Most start-ups simply no longer need large amounts of capital to get rolling.
This gap will become even more dramatic in the next five years - I'm looking
forward to it.

------
jayshahtx
This is an excellent article - many of my mentors have guided me not to pursue
funding for as long as possible, until I'm cash flow positive, etc and its
great to see a discussion on HN reinforcing this sentiment. In a day and age
when so much can be accomplished with just a laptop (git push heroku master),
I am surprised bootstrapping is not a bigger topic of conversation.

------
salimmadjd
Excellent post.

I would put the key findings on the top. I'd also include there the 18-24
month run rate.

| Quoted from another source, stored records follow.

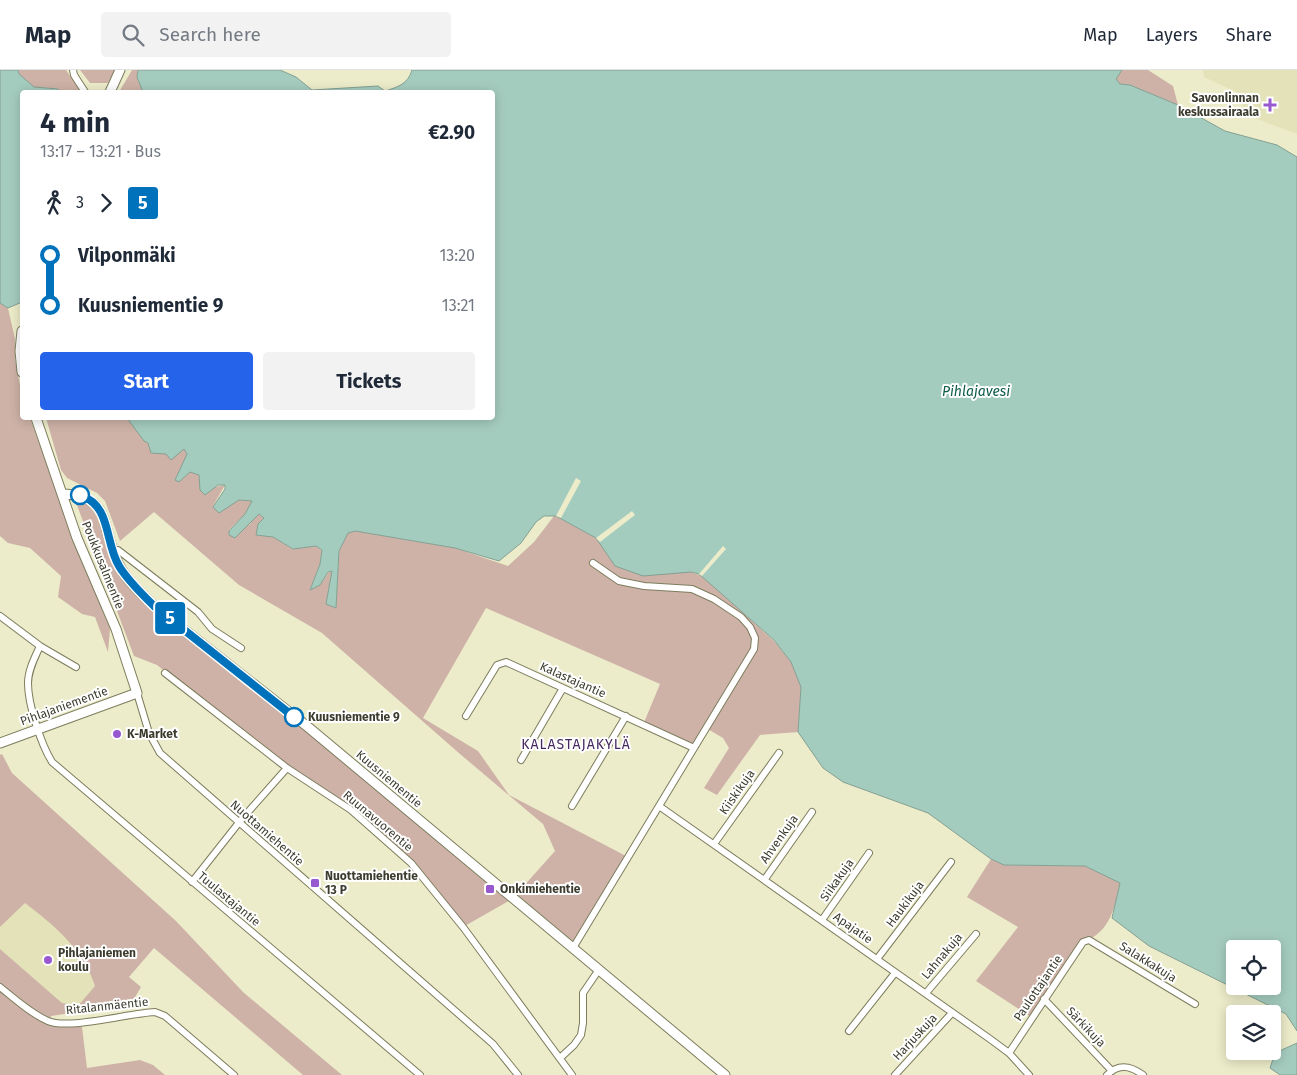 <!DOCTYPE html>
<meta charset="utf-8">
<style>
:root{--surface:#fff;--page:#f2f2f3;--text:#1f2937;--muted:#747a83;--line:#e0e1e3;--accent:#2563eb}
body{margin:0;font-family:"Fira Sans",sans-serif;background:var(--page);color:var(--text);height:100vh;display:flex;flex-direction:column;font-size:19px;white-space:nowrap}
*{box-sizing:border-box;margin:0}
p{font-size:16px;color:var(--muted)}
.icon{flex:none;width:28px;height:28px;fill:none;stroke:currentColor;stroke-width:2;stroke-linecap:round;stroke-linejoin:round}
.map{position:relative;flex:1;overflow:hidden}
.details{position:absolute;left:20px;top:20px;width:475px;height:330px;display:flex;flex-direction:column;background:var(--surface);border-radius:5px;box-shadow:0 2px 12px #0003}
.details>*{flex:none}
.badge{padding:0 10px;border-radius:4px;font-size:18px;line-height:32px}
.tools{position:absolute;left:1226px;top:870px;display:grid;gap:10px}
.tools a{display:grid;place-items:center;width:55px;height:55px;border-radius:5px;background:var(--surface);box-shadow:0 2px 12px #0003;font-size:25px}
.map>.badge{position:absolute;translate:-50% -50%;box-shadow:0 0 0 2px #fff}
.legs{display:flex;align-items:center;gap:8px;height:55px;padding:0 20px;font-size:16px}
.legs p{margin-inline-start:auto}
.headline{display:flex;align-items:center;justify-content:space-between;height:85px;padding:0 20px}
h1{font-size:28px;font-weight:700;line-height:38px}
.primary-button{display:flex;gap:10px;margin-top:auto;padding:10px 20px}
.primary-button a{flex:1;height:58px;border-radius:5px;background:var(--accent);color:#fff;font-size:20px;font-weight:700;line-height:58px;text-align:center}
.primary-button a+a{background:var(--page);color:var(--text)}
ul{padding:0 20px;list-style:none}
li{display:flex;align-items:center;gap:18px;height:50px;font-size:19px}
li i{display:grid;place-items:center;width:8px;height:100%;margin:0 6px;background:currentColor}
li i::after{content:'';width:12px;height:12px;margin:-6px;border:4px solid;border-radius:50%;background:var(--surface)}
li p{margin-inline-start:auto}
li:first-child i{background:linear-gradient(#0000 50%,currentColor 0)}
li:last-child i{background:linear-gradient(currentColor 50%,#0000 0)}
header{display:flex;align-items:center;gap:30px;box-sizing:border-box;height:70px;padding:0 25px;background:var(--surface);border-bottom:1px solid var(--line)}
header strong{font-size:24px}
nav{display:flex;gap:28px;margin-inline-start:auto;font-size:18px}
.search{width:350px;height:45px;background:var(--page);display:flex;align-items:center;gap:12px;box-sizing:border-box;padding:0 18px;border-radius:5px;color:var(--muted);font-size:19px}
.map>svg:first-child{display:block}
.built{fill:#e3e2b8}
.green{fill:#ceb2a7}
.water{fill:#a4ccbe;stroke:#84a093;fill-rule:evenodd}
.pier{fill:#ececca}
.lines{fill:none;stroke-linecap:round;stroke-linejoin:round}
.minor-casing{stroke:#7d7d5e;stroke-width:8}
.tertiary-casing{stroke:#7d7d5e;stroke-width:11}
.minor{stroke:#fff;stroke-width:6}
.tertiary{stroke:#fff;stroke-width:9}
.line-1-casing{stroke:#fff;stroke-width:11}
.line-1{stroke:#0072bc;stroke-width:8}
.poi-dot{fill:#9859d0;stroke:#fff;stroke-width:2}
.stop-1-dot{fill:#fff;stroke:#0072bc;stroke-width:2.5}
.labels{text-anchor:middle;stroke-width:4;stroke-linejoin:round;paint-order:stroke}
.poi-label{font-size:12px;font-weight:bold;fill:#3b3b2e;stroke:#fff;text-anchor:start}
.street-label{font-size:12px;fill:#3b3b2e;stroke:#fff}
.stop-label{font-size:12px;font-weight:bold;fill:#3b3b2e;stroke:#fff;text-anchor:start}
.water-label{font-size:14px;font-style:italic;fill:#0f5c49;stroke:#fff}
.neighbourhood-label{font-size:14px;letter-spacing:1px;fill:#472962;stroke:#fff}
</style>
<header>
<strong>Map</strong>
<div class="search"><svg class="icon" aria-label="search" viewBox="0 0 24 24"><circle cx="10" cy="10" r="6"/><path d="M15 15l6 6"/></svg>Search here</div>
<nav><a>Map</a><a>Layers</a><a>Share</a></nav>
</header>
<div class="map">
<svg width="1297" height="1005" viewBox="0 0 1297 1005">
<rect width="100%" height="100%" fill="#ececca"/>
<path class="built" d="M1203 0H1297V64L1241 43 1245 26 1204 7Z
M25 833 57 856 90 899 95 916 78 937 62 933 0 879V857Z"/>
<path class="green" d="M18 0H66L81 22H60L58 19 34 17 18 4Z
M80 0H115L108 13H90Z
M132 0H138L137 7 143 22H119Z
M1122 0H1148L1173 16 1178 35 1130 15 1120 14 1116 9Z
M0 233 8 238 15 269V290L22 325V348H30L79 484 110 559 108 582 95 547 82 544 58 527 61 506 30 478 8 473 0 466Z
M46 348H127L148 372 151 383 166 384 184 379 187 384 179 412 190 402 200 405V420L225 415 213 436 239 430 253 431 245 444 229 460 249 455 258 444 264 448 258 454 256 465 273 467 292 479 316 476 322 481 320 494 310 519 320 515 329 502 332 501 326 534 336 538 339 481 348 462 355 461 455 478 508 496 534 472 554 446H556L596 468 600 472 702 506 774 571 791 592 801 617 798 662 760 665 717 725 704 718 729 678 723 668 706 658 694 678 643 655 660 614 486 538 423 648 478 681 509 725 626 786 573 878 512 829 463 857 411 793 351 740 208 637 157 595 134 586 75 430 79 428C97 439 99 453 106 472 109 482 115 491 119 501L513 828 555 781 543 754 460 684 322 563 239 515 154 442 120 471 105 431 97 423 67 408 61 400Z
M2 684 12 703 176 851 243 922 342 1005H303L154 878 129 907 141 917 131 934 51 946 50 951 82 957 87 998 140 990 153 995 165 1005H0V879L62 933 78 936 95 916C84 880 54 855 25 833L0 857V685Z
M991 789 1004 795 1085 796 1120 813C1115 837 1110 863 1083 872L1031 947 976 911 1018 857 967 827Z"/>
<path class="water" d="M0 0H18L19 4 34 17 58 19 60 22H22V232L8 238 0 233Z
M138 0H280L296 7 312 20 378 16 385 21C398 17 408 14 412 0H1122L1116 9 1120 14 1130 15 1178 35 1225 61 1277 75 1297 87V961L1286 944 1149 876 1112 848 1120 813 1085 796 1004 795 991 789 928 743 843 712 823 698 798 662 801 617 791 592 774 570 699 504 691 502 643 506 615 496 596 468 556 446H544L536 452 521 473 499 491 455 478 355 461 348 463 339 481 336 538 326 534 332 501 328 502 320 515 310 520 320 494 322 480 316 476 293 479 273 467 256 465 258 454 264 448 259 444 235 468 229 465V461L245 444 252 431 239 430 219 443 213 437 225 419V415H218L205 425 200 420 199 405 190 402 179 412 175 410 187 384 184 379 171 390 166 384 151 383 148 373 144 371 127 348H492V22H143L137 7ZM1235 879H1272V916H1235Z
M1297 973V1005H1280L1270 998 1275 983Z"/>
<path class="pier" d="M576 408 581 411 561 448 556 446Z
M632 441 635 445 600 472 596 468Z
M723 476 726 479 702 506 699 504Z"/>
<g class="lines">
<defs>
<path id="minor" d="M73 0 74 5 85 22
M113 481 118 480 198 542 212 559 241 578
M0 546 40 576 76 597
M40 576C35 587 28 600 28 613 28 635 41 674 52 692L420 1005
M165 603 287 698 351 740 411 793 463 857 572 1005
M137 623 149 663 160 683 493 974 518 1005
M466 646 497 595 506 592 694 678
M521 690 563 618
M572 736 626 646
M659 736 990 969 1009 983 1029 1005
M714 774 779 683
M765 809 812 742
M192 812 241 750 287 698
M822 850 869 783
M573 878 754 579 755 568 750 557 741 547 714 529 692 519 644 516 619 511 593 493
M877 889 951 792
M0 917C15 929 30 943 48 951 69 960 130 943 155 942L165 946 234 1005
M926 923 976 864
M1044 929 1112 1001
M849 961 895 903
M1009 983 1083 872 1089 870 1195 934
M560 988 574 975 581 965 583 953V923L598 901
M895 1005 951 944
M1107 1005C1119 993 1131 996 1143 1005"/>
<path id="tertiary" d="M110 22 120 0
M22 261 20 281 22 302
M62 424C114 425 100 460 119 495 127 511 142 524 154 536L308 657 725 1005
M0 673 137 623 116 559 77 468 36 348"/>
</defs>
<use href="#minor" class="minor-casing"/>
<use href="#tertiary" class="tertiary-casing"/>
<use href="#minor" class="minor"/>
<use href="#tertiary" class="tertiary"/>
</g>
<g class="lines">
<defs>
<path id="line-1" d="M80 425C112 436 104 471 119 496 128 511 142 524 154 536L294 647"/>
</defs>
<use href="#line-1" class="line-1-casing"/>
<use href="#line-1" class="line-1"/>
</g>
<g class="poi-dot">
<path d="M1267.5 27.5h5v5h5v5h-5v5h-5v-5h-5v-5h5z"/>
<circle cx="117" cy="664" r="5"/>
<rect x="310" y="808" width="10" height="10" rx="2.5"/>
<rect x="485" y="814" width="10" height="10" rx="2.5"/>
<circle cx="48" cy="890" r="5"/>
</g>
<g class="stop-1-dot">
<circle cx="80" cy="425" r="9"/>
<circle cx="294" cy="647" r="9"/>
</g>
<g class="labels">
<g class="poi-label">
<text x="1259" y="32" text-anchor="end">Savonlinnan<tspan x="1259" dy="14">keskussairaala</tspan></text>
<text x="127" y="668">K-Market</text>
<text x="325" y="810">Nuottamiehentie<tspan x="325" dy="14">13 P</tspan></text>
<text x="500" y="823">Onkimiehentie</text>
<text x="58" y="887">Pihlajaniemen<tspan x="58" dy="14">koulu</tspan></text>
</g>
<g class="street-label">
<text transform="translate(103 495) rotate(68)" y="4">Poukkusalmentie</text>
<text transform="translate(573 610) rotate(24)" y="4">Kalastajantie</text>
<text transform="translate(64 636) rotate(-20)" y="4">Pihlajaniementie</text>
<text transform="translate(389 709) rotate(40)" y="4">Kuusniementie</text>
<text transform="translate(737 722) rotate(-55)" y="4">Kiiskikuja</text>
<text transform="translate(378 751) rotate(40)" y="4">Ruunavuorentie</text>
<text transform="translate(267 763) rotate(41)" y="4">Nuottamiehentie</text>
<text transform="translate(779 769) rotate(-55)" y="4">Ahvenkuja</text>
<text transform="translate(837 810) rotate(-55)" y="4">Siikakuja</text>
<text transform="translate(229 829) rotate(40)" y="4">Tuulastajantie</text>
<text transform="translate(905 834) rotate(-53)" y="4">Haukikuja</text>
<text transform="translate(853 858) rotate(35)" y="4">Apajatie</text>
<text transform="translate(942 886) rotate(-50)" y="4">Lahnakuja</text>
<text transform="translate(1148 892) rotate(32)" y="4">Salakkakuja</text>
<text transform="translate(1038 918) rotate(-56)" y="4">Paulottajantie</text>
<text transform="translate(107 936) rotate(-6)" y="4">Ritalanmäentie</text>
<text transform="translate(1086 957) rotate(46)" y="4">Särkikuja</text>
<text transform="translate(915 967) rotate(-47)" y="4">Harjuskuja</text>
</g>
<g class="stop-label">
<text x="308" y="651">Kuusniementie 9</text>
</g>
<g class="water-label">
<text x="976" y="326">Pihlajavesi</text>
</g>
<g class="neighbourhood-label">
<text x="576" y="679">KALASTAJAKYLÄ</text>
</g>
</g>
</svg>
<div class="tools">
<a><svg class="icon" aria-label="locate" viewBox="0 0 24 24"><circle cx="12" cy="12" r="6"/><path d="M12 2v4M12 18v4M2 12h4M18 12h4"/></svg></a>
<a><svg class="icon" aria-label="layers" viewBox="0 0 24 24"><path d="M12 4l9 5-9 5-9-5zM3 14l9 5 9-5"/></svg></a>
</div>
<b class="badge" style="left:170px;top:548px;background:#0072bc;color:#fff">5</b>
<section class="details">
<div class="headline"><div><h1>4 min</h1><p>13:17 – 13:21 · Bus</p></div><b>€2.90</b></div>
<div class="legs"><svg class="icon" aria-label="walk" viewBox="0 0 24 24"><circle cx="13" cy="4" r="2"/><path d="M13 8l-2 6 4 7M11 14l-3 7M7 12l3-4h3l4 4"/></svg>3<svg class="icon" aria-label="forward" viewBox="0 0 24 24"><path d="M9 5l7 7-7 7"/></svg><b class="badge" style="background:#0072bc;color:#fff">5</b></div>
<ul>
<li><i style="color:#0072bc"></i><b>Vilponmäki</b><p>13:20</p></li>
<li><i style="color:#0072bc"></i><b>Kuusniementie 9</b><p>13:21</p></li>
</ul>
<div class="primary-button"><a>Start</a><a>Tickets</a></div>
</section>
</div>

That's what most people want to know, include myself who is
going through that process now.

As a follow-up post, I'd love to see a simple run rate calculator with items
that most of us don't think about or consider.

------
mgav
A few great excerpts from the article:

>founders vastly underestimate the risk of busted financing

> It's vital that you have a clear picture of the traction and proof points
> you'll need to show investors when you eventually do raise your A. And these
> proof points have to both demonstrate a significant jump in valuation and
> de-risk your concept

>Keeping your burn rate low until you have product-market fit will give you
the best chance at building a big company.

------
cj
Really great post, definitely required reading for anyone who has raised a
seed round.

I've personally seen a few startups affected by this. The bar for raising a
Series A round is _a lot higher_ than a lot of seed-stage founders think it
is.

If you've raised a seed round, talk to your investors / mentors ASAP and
figure out what metrics you need to hit in order to raise a strong A round.